Two Great Commandments public domain
By Larry Peterson
A stranger named Francis Delalieu
Servant of God and Stigmatic, Louise Lateau, was born on January 29, 1850, in Belgium. She passed away at the age of thirty-three. But this story is not about Louise. It is about a stranger who came and stayed for more than two years. He saved not only Louise’s life but the lives of her mother and two sisters. His name was Francis Delalieu.
The Lateau family was literally near death. The father, Gregory, had died from smallpox just three months after Louise had been born. Adele, with three little children, was still bedridden after having a very rough time giving birth to Louise. Louise, still an infant, had also contracted smallpox. The oldest child, three-year-old Rosina, was trying to be the in-house caregiver which included taking care of two-year-old Adelina.
The local doctor, overwhelmed with this smallpox epidemic, had stopped by about a week after Gregory’s death to check on the family. He did his best to show Rosina what to do. He knew it was hopeless and was sure he would soon come by and find them all dead. He told his friend, Francis Delalieu, about the family.
Widowed mom with three babies and no money and all had smallpox
Try to imagine how this newly widowed mother of three babies, with no money, was feeling. The despair and hopelessness must have been unbearable as she watched her three children quietly dying before her eyes. Weakened to a point where she was unable to get out of her bed, she was probably just praying that she would not be the first to die, leaving them alone. And suddenly the front door opened and there was Francis Delalieu. God was listening after all.
Francis immediately took charge. First, he cleaned up the children. Then he reassured them and left to acquire food and necessities. This man, this stranger, surely had the love of Jesus in his heart. He was risking his own life by being in a smallpox-infected household. He was spitting into the eye of the storm as he cleaned, fed and cared for the little children. This was, after all 1850, and not the twenty-first century. They did not even have running water.
Depending on circumstances being a caregiver can be a monumental challenge
I have been (as have many others) a primary caregiver to someone seriously ill. Some caregivers are helping to nurse their loved one back to health after a serious surgery or accident. The upside to this type of caregiving is that an end is in sight because a reachable goal is possible ie. recovering from open heart surgery.

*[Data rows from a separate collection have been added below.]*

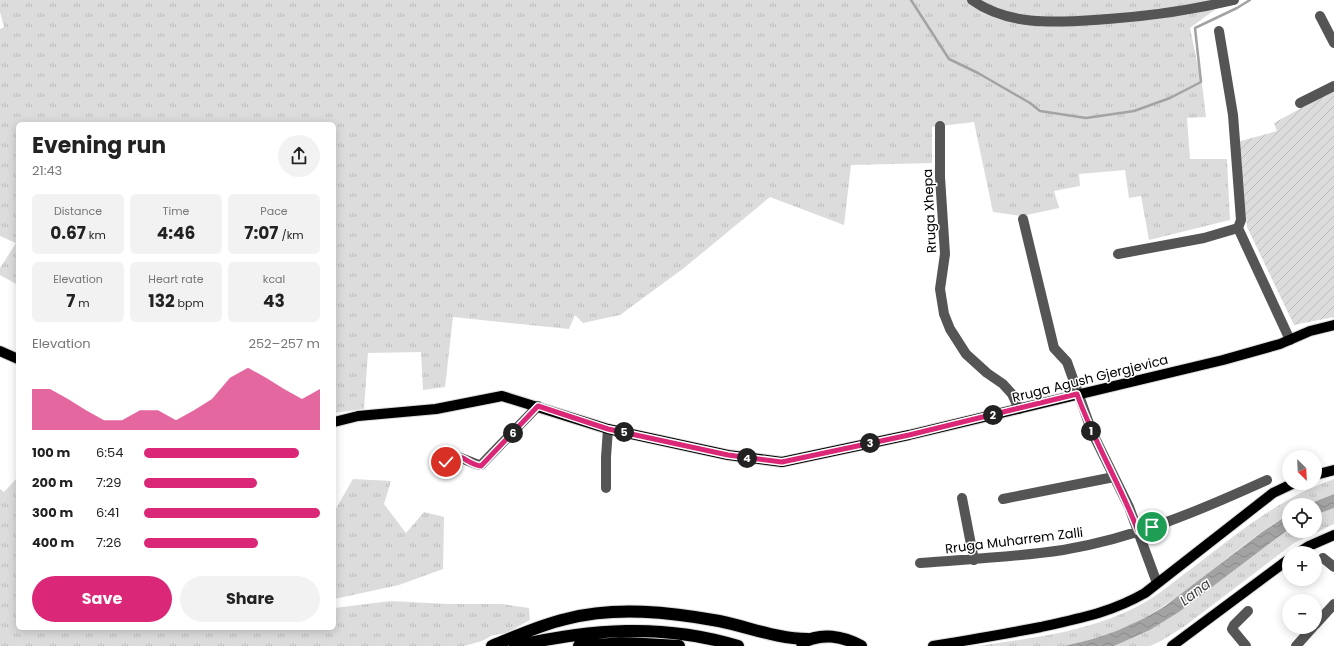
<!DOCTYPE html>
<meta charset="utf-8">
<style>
body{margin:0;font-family:Poppins,sans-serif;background:#f2f2f2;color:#222;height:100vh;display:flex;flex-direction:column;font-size:15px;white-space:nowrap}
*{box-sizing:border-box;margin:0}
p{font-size:13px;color:#767676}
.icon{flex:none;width:22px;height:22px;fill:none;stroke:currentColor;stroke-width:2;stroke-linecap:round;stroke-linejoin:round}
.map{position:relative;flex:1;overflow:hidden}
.sheet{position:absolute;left:16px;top:122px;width:320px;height:508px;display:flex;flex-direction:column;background:#fff;border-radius:6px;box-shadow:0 2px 10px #0003}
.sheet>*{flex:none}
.needle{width:26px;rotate:156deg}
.controls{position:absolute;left:1282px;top:450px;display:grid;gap:8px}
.controls a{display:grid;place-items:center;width:40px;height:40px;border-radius:50%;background:#fff;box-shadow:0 2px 10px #0003;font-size:20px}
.pin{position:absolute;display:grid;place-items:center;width:34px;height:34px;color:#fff;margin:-17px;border:2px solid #fff;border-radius:50%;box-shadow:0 1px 4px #0007}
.km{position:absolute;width:20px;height:20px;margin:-10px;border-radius:50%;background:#222;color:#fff;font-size:11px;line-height:20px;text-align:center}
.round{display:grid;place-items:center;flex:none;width:42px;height:42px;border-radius:21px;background:#f2f2f2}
.overview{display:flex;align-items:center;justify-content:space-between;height:68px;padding:0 16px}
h1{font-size:22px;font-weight:700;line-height:30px}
.figures{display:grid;grid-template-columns:repeat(3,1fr);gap:6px;height:68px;padding:4px 16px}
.figures div{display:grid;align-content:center;border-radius:6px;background:#f2f2f2;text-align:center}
.figures b{font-size:17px;font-weight:700}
.figures small{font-size:11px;font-weight:400}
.figures p{font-size:11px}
.chart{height:112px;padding:8px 16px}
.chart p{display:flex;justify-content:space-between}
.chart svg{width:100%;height:72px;margin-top:4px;fill:#db2777;opacity:.7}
.primary-button{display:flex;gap:8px;margin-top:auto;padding:8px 16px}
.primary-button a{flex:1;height:46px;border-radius:24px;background:#db2777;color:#fff;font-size:16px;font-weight:700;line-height:46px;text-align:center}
.primary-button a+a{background:#f2f2f2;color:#222}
ul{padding:0 16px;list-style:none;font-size:13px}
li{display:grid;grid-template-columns:64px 48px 1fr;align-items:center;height:30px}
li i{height:10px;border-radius:5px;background:#db2777}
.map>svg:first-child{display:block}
.grass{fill:url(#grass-tufts)}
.garden{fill:url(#garden-furrows)}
.water{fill:url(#water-waves)}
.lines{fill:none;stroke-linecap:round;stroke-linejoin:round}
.stream{stroke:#a3a3a3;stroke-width:2.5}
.major-casing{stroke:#dbdbdb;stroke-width:12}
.highway-casing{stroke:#dbdbdb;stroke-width:14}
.minor{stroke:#555;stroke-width:10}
.major{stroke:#000;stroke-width:10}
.highway{stroke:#000;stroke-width:12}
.route-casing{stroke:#fff;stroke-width:8}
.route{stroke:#db2777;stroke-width:5}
.labels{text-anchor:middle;stroke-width:3;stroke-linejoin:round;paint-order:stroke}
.street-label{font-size:13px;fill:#000;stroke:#fff}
.water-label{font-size:14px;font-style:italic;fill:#444;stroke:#fff}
</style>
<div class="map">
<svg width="1334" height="646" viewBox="0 0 1334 646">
<defs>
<pattern id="grass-tufts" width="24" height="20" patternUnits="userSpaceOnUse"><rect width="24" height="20" fill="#dcdcdc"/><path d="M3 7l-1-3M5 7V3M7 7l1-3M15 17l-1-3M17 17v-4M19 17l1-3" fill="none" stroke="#bbb"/></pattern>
<pattern id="garden-furrows" width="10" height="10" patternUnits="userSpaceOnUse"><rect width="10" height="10" fill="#dcdcdc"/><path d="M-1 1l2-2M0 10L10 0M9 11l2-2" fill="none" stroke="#bbb"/></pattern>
<pattern id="water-waves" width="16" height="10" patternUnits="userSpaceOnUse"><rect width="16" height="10" fill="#a3a3a3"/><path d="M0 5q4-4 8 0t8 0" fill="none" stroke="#8b8b8b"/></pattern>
</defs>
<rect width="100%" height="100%" fill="#fff"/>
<!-- grass -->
<path class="grass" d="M0,0H1228L1190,28L1203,91L1206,117L1187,118L1190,159H1227L1230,220L1149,240L1141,196L1129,198L1125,170L1079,174L1080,186L1054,191L1059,208L1022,216L993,212L974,122L932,127V163L851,165L844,225L770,197L684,268L620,315L583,323L575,315L569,329L453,317L445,387L423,390L421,352L368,353L364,409L334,413V124H18V285L0,275V268L16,243L0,236V29L4,27L0,12Z
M18,477V628H334V608L391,601L447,604H502L529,608L530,620L506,633L493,635L482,641L464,646H0V489L4,492Z
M353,479L391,481L384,504L406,533L424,512L444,517L443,569L399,585L334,599V512Z
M1334,479V494L1306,505H1289V514C1212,560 1161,631 1066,646C1056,646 1046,646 1036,646C1016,646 997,646 978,646C1038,637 1099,631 1152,598C1166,589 1178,578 1191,569C1237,534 1279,498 1334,479Z
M1334,508V524L1294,543L1185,626L1161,641L1150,646H1114L1150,630L1179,612L1289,529V531H1315V515Z"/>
<!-- garden -->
<path class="garden" d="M1334,90V317L1294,325L1247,227L1237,142L1277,131L1274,123Z"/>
<!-- water -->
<path class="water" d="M1334,494V508L1315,515V505H1306Z
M1289,514V529L1179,612L1150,630L1114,646H1064C1101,639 1133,626 1165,606L1262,532Z"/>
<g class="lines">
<!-- stream -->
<path class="stream" d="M911,0L949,59L978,73L1030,103L1040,111L1086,118L1134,111L1170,98L1201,82L1195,28L1237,8L1250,0"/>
<defs>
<path id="major" d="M0,351L18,359
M334,422L358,416L436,409L502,396L608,429L728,455L782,462L909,435L1223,360L1280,344L1310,331L1334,325
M1315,475L1334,470
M1298,553L1309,546L1334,535
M933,646C969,640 1005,634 1041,627C1080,618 1110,613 1145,593L1273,493L1294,483
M1172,646L1289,559"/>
<path id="highway" d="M802,643C821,632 843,636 861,646
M492,646C516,636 540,625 566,619C615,606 670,612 719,621C749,627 777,639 808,639
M515,646C591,629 662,623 738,646
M579,646L626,643L679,646"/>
</defs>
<!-- major casing -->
<use href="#major" class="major-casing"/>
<!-- highway casing -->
<use href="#highway" class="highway-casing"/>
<!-- minor -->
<path class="minor" d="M972,0C1011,28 1063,22 1108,19C1150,16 1193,10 1234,0
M1320,16L1334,43
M1219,31L1233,115L1241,220L1238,228L1290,340
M1300,103L1334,86
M940,126V177L945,254L940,289L944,314L950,329L966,354L987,373L1003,384L1012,394L1019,409
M1023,219L1054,348L1067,362L1092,432L1129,507L1157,583
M1118,254L1204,238L1238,228
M446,466C449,445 470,465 481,465L538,406
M606,488V457L608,429
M962,498L974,560
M1003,499L1114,477
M1323,558L1334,567
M920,563C968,559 1016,557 1063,550C1135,538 1201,510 1267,480
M1315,625L1334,604
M1246,646L1232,629L1234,625L1248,611
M1296,646L1313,627"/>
<!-- major -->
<use href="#major" class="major"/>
<!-- highway -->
<use href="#highway" class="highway"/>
</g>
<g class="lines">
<defs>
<path id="route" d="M446,462C463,449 464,464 481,466L538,406L608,429L728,455L782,462L909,435L1077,394C1094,442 1120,484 1138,531L1152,527"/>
</defs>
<!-- route casing -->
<use href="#route" class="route-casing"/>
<!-- route -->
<use href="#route" class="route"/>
</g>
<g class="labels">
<!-- street labels -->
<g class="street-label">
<text transform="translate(929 211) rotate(-93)" y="5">Rruga Xhepa</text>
<text transform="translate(1090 378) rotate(-14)" y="5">Rruga Agush Gjergjevica</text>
<text transform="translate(1014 540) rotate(-7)" y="5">Rruga Muharrem Zalli</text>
</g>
<!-- water labels -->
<g class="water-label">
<text transform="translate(1195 592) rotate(-37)" y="5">Lana</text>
</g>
</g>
</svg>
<div class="controls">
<a><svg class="needle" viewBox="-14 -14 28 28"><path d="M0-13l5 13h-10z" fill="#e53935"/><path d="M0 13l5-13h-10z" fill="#767676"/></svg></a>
<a><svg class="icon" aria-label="locate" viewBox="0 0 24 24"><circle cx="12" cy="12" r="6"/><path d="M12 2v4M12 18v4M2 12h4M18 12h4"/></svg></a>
<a>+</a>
<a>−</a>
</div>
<div class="pin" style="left:1152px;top:527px;background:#1e9e55"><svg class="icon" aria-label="arrive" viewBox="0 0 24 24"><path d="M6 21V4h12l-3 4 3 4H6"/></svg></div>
<div class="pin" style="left:446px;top:462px;background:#d93025"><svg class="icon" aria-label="check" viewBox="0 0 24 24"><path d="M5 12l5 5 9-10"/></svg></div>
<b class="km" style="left:1091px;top:431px">1</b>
<b class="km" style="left:993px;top:415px">2</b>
<b class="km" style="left:870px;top:443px">3</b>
<b class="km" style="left:747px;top:458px">4</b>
<b class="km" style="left:624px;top:432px">5</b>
<b class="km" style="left:513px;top:433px">6</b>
<section class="sheet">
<div class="overview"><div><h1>Evening run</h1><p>21:43</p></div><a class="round"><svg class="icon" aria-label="share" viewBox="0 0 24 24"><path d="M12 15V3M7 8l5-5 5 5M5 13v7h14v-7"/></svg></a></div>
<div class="figures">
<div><p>Distance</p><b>0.67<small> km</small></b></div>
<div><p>Time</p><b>4:46</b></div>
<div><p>Pace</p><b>7:07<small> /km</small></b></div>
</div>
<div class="figures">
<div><p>Elevation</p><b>7<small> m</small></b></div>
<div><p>Heart rate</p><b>132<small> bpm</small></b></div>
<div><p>kcal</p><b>43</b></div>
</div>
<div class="chart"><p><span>Elevation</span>252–257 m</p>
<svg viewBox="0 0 160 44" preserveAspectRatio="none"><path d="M0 44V19L10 19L20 25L30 32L40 38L50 38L60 32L70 32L80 38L90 32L100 25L110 12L120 6L130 12L140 19L150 25L160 19V44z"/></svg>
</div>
<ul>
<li><b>100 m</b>6:54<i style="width:88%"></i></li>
<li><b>200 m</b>7:29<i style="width:64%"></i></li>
<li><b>300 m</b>6:41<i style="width:100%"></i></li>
<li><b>400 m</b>7:26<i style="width:65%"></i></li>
</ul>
<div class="primary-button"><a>Save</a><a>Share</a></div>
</section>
</div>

Then there is the alternative of caring for someone who is terminally ill. The goal in these cases is to help your loved one live as peacefully and as comfortable as possible until God calls them home. And then you have a person like Francis Delalieu. The only possible motivation he might have had was to be filled with the love of a Good Samaritan. There was no family connection. There were “no strings attached”. He simply LOVED his neighbor. It follows that, foremost, he LOVED God with his whole mind, heart, and soul.
Who was Francis Delalieu?
Who was this man? Who was this stranger who came into a household that was a breeding ground for smallpox and had three babies with a bedridden mom living there and all were near death? Who does this kind of thing simply out of kindness and compassion? Who would stay for almost two and a half years until the mother and children were once again healthy? Francis Delalieu is that person. There are many like him and many are unheralded and unheard of.
The only information available about Francis Delalieu is that he was a farmhand or a laborer and that he lived in or around the small town of Bois d’ Haine, in Belgium. It is known he took Adele Lateau and her children under his care and nurtured them until they were well. After that and sometime during 1853, Fraancis seems to have vanished.

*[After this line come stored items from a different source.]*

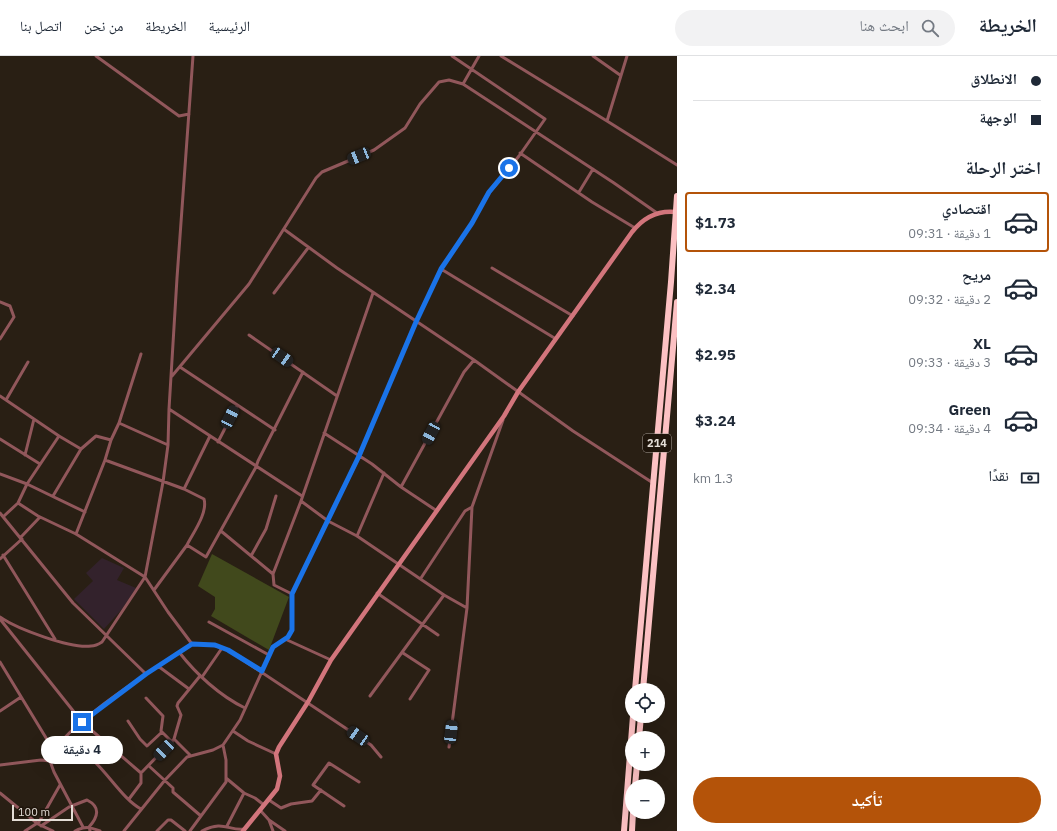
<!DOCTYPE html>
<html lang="ar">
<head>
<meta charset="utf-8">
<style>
  :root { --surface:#fff; --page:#f2f2f3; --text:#1f2937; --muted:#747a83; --line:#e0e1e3; --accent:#b45309 }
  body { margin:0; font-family:"IBM Plex Sans","Noto Naskh Arabic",sans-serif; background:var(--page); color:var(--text); direction:rtl; height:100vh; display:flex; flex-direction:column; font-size:15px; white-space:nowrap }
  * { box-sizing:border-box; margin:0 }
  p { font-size:13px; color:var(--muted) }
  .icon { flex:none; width:22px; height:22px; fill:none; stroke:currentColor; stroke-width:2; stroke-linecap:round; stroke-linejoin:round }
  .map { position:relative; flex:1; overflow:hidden; direction:ltr }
  .details { display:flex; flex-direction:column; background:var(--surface); width:380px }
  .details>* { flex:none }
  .banner { display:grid; align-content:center; height:88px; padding:0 16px; background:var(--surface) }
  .buttons { position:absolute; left:625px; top:627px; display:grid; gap:8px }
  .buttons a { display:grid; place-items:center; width:40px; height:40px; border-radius:50%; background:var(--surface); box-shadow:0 4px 16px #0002; font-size:20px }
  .scale { position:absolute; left:12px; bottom:10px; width:61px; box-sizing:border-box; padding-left:4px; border:2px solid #e4ddd6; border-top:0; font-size:11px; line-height:14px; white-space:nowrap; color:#e4ddd6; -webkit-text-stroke:3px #1f150b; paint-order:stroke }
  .end { position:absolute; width:18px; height:18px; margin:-9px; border:5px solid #1a73e8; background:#fff; box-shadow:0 0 0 2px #fff }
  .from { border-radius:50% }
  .bubble { position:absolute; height:28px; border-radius:14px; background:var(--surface); box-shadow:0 4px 16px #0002; font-size:13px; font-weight:800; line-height:28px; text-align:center; direction:rtl }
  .car { position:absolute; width:12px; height:24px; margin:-12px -6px; border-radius:5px; box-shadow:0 0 3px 1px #0007; background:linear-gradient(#222 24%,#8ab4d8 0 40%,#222 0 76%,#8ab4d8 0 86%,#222 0) }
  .banner b { display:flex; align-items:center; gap:14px; height:38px; font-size:15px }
  .banner b+b { border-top:1px solid var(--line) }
  .banner i { width:10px; height:10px; background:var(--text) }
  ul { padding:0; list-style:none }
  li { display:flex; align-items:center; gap:12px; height:60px; margin:0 8px 6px; padding:0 8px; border:2px solid transparent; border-radius:4px }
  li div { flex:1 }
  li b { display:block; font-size:15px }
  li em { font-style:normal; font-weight:800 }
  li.current { border-color:var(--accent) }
  li>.icon { width:36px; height:36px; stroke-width:1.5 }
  h2 { padding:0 16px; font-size:18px; line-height:48px }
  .pay { display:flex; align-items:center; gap:10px; height:44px; padding:0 16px; font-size:15px }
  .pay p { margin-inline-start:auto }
  .button { display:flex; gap:8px; margin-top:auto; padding:8px 16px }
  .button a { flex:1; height:46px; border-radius:24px; background:var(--accent); color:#fff; font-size:16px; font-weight:800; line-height:46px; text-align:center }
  header { display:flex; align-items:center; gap:24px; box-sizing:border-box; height:56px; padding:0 20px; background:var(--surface); border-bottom:1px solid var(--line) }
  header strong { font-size:19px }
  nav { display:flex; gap:22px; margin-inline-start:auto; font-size:14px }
  .search { width:280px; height:36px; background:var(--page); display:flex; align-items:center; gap:10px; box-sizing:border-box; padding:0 14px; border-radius:22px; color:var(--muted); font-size:15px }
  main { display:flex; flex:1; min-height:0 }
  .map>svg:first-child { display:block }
  .education { fill:#33222c }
  .green { fill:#41491c }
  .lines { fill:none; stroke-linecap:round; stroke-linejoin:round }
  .street { stroke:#91575b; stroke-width:3 }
  .secondary { stroke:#d2757c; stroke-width:4.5 }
  .highway { stroke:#fcc1c3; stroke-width:6 }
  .route { stroke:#1a73e8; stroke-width:5 }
  .labels { text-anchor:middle; stroke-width:3.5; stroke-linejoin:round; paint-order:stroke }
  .shield { fill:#1f150b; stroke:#a9a199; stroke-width:1 }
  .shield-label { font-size:11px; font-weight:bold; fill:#e4ddd6 }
</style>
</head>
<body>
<header>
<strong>الخريطة</strong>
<div class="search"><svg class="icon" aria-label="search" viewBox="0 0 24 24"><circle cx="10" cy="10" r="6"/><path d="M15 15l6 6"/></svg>ابحث هنا</div>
<nav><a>الرئيسية</a><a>الخريطة</a><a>من نحن</a><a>اتصل بنا</a></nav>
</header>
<main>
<section class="details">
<div class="banner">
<b><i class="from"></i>الانطلاق</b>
<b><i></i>الوجهة</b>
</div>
<h2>اختر الرحلة</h2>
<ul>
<li class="current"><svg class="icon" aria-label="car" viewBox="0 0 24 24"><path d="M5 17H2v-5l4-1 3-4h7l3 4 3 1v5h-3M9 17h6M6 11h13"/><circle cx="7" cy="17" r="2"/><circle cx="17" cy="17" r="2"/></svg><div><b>اقتصادي</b><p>1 دقيقة · 09:31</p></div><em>$1.73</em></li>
<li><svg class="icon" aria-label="car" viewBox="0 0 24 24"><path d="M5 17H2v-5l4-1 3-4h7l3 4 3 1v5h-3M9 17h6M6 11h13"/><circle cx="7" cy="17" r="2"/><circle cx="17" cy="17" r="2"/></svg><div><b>مريح</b><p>2 دقيقة · 09:32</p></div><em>$2.34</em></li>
<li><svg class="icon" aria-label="car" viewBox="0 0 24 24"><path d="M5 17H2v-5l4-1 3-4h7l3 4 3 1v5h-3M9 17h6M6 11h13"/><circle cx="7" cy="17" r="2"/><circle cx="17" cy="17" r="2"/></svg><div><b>XL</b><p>3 دقيقة · 09:33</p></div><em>$2.95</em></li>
<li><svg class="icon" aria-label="car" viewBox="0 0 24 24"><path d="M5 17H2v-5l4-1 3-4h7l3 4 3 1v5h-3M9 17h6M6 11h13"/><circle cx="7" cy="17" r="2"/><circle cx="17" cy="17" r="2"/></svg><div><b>Green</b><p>4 دقيقة · 09:34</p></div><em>$3.24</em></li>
</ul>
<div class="pay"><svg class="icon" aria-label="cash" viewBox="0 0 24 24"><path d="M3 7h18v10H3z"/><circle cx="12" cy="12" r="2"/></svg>نقدًا<p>1.3 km</p></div>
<div class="button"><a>تأكيد</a></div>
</section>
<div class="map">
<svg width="677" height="775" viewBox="0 0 677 775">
  <rect width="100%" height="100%" fill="#291f14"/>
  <!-- education -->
  <path class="education" d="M102 502 124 512 117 524 136 532 122 553 104 573 74 543 93 525 86 517Z"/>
  <!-- green -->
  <path class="green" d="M212 498 289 541 269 594 211 560 215 553V541L198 530Z"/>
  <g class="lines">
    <!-- street -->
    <path class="street" d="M96 0 179 60 189 58
      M501 0 607 65
      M593 0 620 19
      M627 0 607 65 677 109
      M463 28 479 0
      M520 97 592 146 635 172
      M579 136 593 113
      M285 174 337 212 474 304 573 375 653 427
      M492 212 573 260
      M441 213 556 283
      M274 237 308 192
      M373 237 301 445 273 518 274 529 292 538 359 401 416 266 441 213 472 167 489 137 519 100 545 63 452 0
      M0 246 10 250 14 261 0 283
      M249 279 337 340
      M180 311 275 374
      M172 320 249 228 316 122 322 116 374 94 405 72 420 48 439 26 449 24 463 28 614 127 657 157
      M0 340 59 380
      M6 344 28 306
      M169 353 302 440
      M119 367 141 298
      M324 377 372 408 401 431 437 455
      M0 383 40 408
      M218 386 237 349
      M25 399 34 363
      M105 404 111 384
      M0 418 27 428 85 456
      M401 431 464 316 474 304
      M184 433 210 380
      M53 440 81 393
      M301 445 328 465 357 480 444 539 467 552
      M18 447 38 460 76 478 145 521 168 556 192 588
      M0 457 73 547 146 618
      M4 460 18 447 27 428 59 380 81 393 96 380 111 384 119 367 168 389
      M221 475 273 518
      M76 478 105 404 184 433 204 443C208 457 193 477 187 489
      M357 480 384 417
      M21 481 40 461
      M3 499 55 583
      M251 500 266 473 276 440
      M0 503 22 483
      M421 522 465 455 472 451
      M154 534 187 489 206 501 256 411 258 405 303 316
      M377 537 438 579
      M0 561C17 573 71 593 91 590 94 590 99 588 102 586L145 521 163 426 168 389 169 353 177 222 193 0
      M0 563 82 666 141 717 174 683 190 699
      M209 566 269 599
      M285 583 331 604
      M179 596C196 618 220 640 245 652
      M403 597 429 614 410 643
      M0 606 54 695
      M158 610 189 633
      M202 621 222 592
      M370 640 444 539
      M146 642 163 660 161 675 172 686
      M0 655 21 641
      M128 665 140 683 147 690 162 676
      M233 675 248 685 276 698
      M174 683 181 659 177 650 178 647 200 620
      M449 691 467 552 472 451 503 364
      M55 693 73 704 83 697 86 698C105 712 122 743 141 753
      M50 705 54 716 83 771
      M0 709 41 704 50 705C55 673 163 608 192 588 205 587 216 589 228 594L371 689 381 701
      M149 710 173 732V736L201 760
      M226 722 244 737 255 742 264 749
      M0 737 38 768 53 775
      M129 743 141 727V717
      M269 744 281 752 291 748 312 745 321 734
      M344 750 313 729 329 707 359 726
      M260 754 269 764 273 775
      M269 764 285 775
      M41 770 69 751 87 744C101 751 98 761 89 771L90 775
      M227 770 244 737
      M25 775 39 766 60 729
      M75 775C85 770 90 771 100 775
      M124 775 165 724 187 701 213 694 223 689 240 664 273 591 288 581 292 574V538
      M157 775 168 764H171L185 775
      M190 775 226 726V704L223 689
      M202 775C223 764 229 775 244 773"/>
    <!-- secondary -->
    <path class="secondary" d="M243 775 277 733 280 720 276 698 279 691 308 646 331 604 504 360 518 336 632 176C643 162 658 154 676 156"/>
    <!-- highway -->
    <path class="highway" d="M635 634 671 226 677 140
      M643 634 677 246
      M639 682 641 660
      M635 730 637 708
      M624 775 633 660
      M632 775 633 756"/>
  </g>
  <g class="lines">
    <!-- route -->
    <path class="route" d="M82 666 146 618 192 588 215 589 228 594 262 615 273 591 288 581 292 574V538L359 400 416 266 441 213 472 167 489 136 509 112"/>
  </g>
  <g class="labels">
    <!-- shield labels -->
    <rect class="shield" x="643" y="378" width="28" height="18" rx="3"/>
    <g class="shield-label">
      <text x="657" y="391">214</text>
    </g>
  </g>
</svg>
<div class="buttons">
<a><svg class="icon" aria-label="locate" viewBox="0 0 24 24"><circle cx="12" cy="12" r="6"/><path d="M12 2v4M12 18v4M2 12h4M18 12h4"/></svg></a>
<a>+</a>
<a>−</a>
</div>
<div class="scale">100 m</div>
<i class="end from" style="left:509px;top:112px"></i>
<i class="end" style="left:82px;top:666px"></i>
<div class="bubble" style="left:41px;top:680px;width:82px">4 دقيقة</div>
<i class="car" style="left:359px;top:100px;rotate:248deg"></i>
<i class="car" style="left:282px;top:301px;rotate:124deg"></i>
<i class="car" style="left:230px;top:361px;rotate:27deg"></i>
<i class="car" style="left:431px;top:377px;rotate:208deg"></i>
<i class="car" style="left:451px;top:676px;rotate:7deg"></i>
<i class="car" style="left:358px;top:680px;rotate:304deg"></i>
<i class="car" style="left:164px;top:694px;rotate:224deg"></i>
</div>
</main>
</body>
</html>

Anna Louise Lateau was gifted with the Stigmata in the year 1868. For the rest of her life, her nourishment was only the Holy Eucharist and a few glasses of water per day. She became one of the most famous stigmatists of the 19th century. Francis Delalieu, was an unknown man who stepped up and took care of his neighbor just like the Good Samaritan in Jesus’ parable. I am sure his reward has been great in heaven. When God is involved, all things are possible.